Re: Encapsulation operation on TX

Peter Oskolkov <posk@xxxxxxxxxx> · Wed, 30 Jan 2019 09:04:23 -0800

On Tue, Jan 29, 2019 at 9:05 PM David Ahern <dsahern@xxxxxxxxx> wrote:
>
> On 1/21/19 10:10 AM, Matheus Salgueiro Castanho wrote:
> > Hi all,
> >
> > I've recently begun playing around with BPF and XDP. Right now I'm
> > trying to write BPF programs to perform encap/decap of a custom
> > protocol I'm using to transport packets over the network, creating
> > something like a tunnel. The packet looks like this:
> >
> > | Outer encapsulation | Original packet |
> >
> > Upon reception, a program loaded on XDP removes this external
> > encapsulation, leaving only the original packet, which is processed by
> > the server and then sent back to the network.

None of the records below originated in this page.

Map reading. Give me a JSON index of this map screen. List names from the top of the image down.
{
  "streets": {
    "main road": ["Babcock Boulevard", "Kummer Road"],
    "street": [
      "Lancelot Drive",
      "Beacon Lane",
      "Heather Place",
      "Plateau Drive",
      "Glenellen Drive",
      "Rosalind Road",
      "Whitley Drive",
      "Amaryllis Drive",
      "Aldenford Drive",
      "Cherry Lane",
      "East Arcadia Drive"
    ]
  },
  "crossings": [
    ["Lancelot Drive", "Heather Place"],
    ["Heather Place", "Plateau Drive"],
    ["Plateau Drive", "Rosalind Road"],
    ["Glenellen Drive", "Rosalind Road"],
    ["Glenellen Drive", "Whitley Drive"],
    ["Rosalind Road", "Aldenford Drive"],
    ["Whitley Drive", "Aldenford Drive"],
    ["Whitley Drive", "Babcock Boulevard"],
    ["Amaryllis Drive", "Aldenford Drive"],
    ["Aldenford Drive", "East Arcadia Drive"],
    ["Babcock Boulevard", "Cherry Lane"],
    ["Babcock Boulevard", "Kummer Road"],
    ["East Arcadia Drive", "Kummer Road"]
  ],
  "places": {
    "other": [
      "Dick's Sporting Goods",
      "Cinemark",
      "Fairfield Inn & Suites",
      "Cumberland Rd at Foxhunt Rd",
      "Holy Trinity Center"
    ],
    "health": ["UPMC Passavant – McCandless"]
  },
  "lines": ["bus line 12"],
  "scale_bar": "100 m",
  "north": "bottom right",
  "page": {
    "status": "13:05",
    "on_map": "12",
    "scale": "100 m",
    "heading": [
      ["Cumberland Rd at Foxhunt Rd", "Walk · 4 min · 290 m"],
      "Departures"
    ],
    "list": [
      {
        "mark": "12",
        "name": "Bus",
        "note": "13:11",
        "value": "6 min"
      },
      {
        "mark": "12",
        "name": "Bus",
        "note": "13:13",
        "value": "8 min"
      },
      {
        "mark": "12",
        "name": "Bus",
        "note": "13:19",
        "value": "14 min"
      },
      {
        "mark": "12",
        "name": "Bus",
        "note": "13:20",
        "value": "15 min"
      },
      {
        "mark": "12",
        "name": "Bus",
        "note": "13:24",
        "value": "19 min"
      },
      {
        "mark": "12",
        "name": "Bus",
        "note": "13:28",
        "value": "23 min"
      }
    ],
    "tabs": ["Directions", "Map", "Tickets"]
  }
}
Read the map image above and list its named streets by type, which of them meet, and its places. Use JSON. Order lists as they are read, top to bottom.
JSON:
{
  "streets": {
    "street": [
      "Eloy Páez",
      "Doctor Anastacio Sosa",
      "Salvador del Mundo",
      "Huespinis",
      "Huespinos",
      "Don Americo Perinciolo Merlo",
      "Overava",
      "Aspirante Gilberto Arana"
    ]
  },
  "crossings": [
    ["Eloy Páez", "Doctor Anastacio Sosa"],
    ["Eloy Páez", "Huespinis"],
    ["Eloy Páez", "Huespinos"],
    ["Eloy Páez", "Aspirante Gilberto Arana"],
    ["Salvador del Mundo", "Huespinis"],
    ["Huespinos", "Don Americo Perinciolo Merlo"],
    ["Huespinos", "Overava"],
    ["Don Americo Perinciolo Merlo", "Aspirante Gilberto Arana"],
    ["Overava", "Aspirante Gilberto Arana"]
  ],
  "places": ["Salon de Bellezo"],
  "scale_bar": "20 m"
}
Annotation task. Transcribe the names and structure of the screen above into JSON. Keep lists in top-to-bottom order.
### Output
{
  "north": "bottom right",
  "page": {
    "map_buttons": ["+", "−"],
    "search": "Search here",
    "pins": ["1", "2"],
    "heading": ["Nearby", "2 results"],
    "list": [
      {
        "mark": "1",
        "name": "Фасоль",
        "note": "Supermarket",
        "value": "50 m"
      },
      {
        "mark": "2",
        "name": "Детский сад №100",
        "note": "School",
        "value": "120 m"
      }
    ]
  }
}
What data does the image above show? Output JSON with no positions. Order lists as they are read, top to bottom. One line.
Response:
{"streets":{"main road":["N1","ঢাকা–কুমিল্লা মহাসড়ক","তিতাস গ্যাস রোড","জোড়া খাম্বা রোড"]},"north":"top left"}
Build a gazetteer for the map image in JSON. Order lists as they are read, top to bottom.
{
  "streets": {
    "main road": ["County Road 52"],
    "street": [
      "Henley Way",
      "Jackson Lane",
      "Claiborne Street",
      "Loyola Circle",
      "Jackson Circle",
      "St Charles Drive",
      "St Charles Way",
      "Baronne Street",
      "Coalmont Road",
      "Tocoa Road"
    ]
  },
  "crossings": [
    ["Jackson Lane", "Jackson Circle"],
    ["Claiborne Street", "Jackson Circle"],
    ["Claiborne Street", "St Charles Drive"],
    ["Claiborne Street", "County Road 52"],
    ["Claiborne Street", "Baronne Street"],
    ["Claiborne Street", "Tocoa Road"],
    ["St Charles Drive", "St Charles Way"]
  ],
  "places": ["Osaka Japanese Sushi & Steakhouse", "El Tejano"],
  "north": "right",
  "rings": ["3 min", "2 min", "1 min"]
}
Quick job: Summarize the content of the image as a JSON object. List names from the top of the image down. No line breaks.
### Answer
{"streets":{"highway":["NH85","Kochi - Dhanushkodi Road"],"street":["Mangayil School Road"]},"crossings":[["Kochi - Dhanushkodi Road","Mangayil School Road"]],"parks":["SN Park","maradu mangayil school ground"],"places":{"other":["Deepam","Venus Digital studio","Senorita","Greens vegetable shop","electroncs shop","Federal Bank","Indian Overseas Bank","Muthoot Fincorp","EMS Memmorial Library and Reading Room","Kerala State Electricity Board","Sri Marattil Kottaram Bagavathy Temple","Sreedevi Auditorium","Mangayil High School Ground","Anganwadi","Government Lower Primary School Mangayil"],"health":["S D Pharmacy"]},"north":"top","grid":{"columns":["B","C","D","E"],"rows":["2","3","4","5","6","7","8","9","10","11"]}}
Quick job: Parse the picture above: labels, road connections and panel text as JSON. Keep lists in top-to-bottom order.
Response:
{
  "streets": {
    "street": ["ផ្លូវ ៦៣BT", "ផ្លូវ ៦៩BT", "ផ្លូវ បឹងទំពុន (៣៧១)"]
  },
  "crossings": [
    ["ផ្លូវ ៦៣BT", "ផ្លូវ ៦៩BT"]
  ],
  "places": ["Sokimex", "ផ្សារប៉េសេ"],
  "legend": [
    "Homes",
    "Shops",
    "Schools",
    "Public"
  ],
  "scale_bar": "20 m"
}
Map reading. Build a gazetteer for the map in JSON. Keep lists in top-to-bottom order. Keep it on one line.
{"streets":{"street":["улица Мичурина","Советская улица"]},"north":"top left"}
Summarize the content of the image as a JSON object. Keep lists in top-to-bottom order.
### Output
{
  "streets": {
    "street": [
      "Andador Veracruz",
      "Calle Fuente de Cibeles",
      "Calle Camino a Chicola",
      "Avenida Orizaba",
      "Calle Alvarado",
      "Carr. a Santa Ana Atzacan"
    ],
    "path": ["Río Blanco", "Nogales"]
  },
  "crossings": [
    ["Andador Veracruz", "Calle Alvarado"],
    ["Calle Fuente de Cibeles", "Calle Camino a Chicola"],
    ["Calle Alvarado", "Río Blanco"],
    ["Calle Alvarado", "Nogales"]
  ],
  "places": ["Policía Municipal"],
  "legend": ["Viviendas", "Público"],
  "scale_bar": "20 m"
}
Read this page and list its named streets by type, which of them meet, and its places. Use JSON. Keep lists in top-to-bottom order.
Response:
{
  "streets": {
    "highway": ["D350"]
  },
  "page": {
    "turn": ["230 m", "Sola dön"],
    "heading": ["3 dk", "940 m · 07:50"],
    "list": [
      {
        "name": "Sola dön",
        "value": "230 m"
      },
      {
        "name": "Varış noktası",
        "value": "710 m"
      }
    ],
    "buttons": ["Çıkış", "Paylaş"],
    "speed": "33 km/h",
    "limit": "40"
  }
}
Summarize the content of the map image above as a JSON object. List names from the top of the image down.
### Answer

However, I need to
> > re-add this outer encapsulation before sending the packet.
> >
> > I found out I can do this using L3 using routing rules, like this:
> >           ip route add <IP-address> encap bpf headroom <size>  xmit
> > obj <bpf-obj> section <sec-name> dev <iface>
> >
> > The problem with this approach is that at this level I cannot add my
> > tunnel properly, which should come before Ethernet header. And from my
> > tests, this does not work with raw sockets (could be mistaken,
> > though).
> >
> > Ideally, this should be done right before the packet reaches the NIC,
> > at the lowest layer possible, since the Linux kernel does not
> > recognize this external encapsulation. I then would need something
> > like "XDP on TX", which as far as I know doesn't exist.
> >
> > I was able to implement this functionality at the Traffic Control (TC)
> > layer, but could not find an equivalent helper funcion to
> > bpf_xdp_adjust_head() on TC. I ended up using a "hack", calling
> > bpf_skb_vlan_push() several times and reorganizing and re-writing the
> > initial headers. No surprise the performance ended up not being really
> > good, plus some side-effects.
> >
> > My question is: is there a better way to do this encapsulation on TX?
> > If not, what would be the steps to implement a basic "XDP on TX" on
> > the Linux kernel to support this? Although new to kernel programming
> > I've spent a good amount of time reading through BPF-related pieces of
> > code in the kernel, so I have a basic idea of how things are
> > implemented, but would like to hear from more experienced developers
> > than me.
> >
> > Thank you very much,
> > Matheus Castanho
> >
>
> Peter is looking at something similar but with the assumption that it is
> still ipv4/ipv6 based:
>
> http://patchwork.ozlabs.org/project/netdev/list/?series=88701
>
> I do not believe it is easy to relax the v4/v6 assumption.

I believe it is possible to prepend a non-IP L3 header that the kernel
understands, such as MPLS, in a manner similar to what I am trying
to do in my patches (I may actually look into MPLS encapping in LWT/BPF
later).

If the encapping protocol is non-standard, I might try using
bpf_lwt_push_encap() + bpf_redirect() (with a new BPF_LWT_ENCAP_RAW
or something similar). This actually sounds like an interesting and potentially
useful route to generalize/expand my IP encapping efforts.

>
> Another option is to look at MPLS ingressing to a label switch path:
> net/mpls/mpls_iptunnel.c
>
> It does something very similar to what you want -- prepending an MPLS
> label stack to a packet and then transmitting. Not bpf/XDP but an option
> to consider.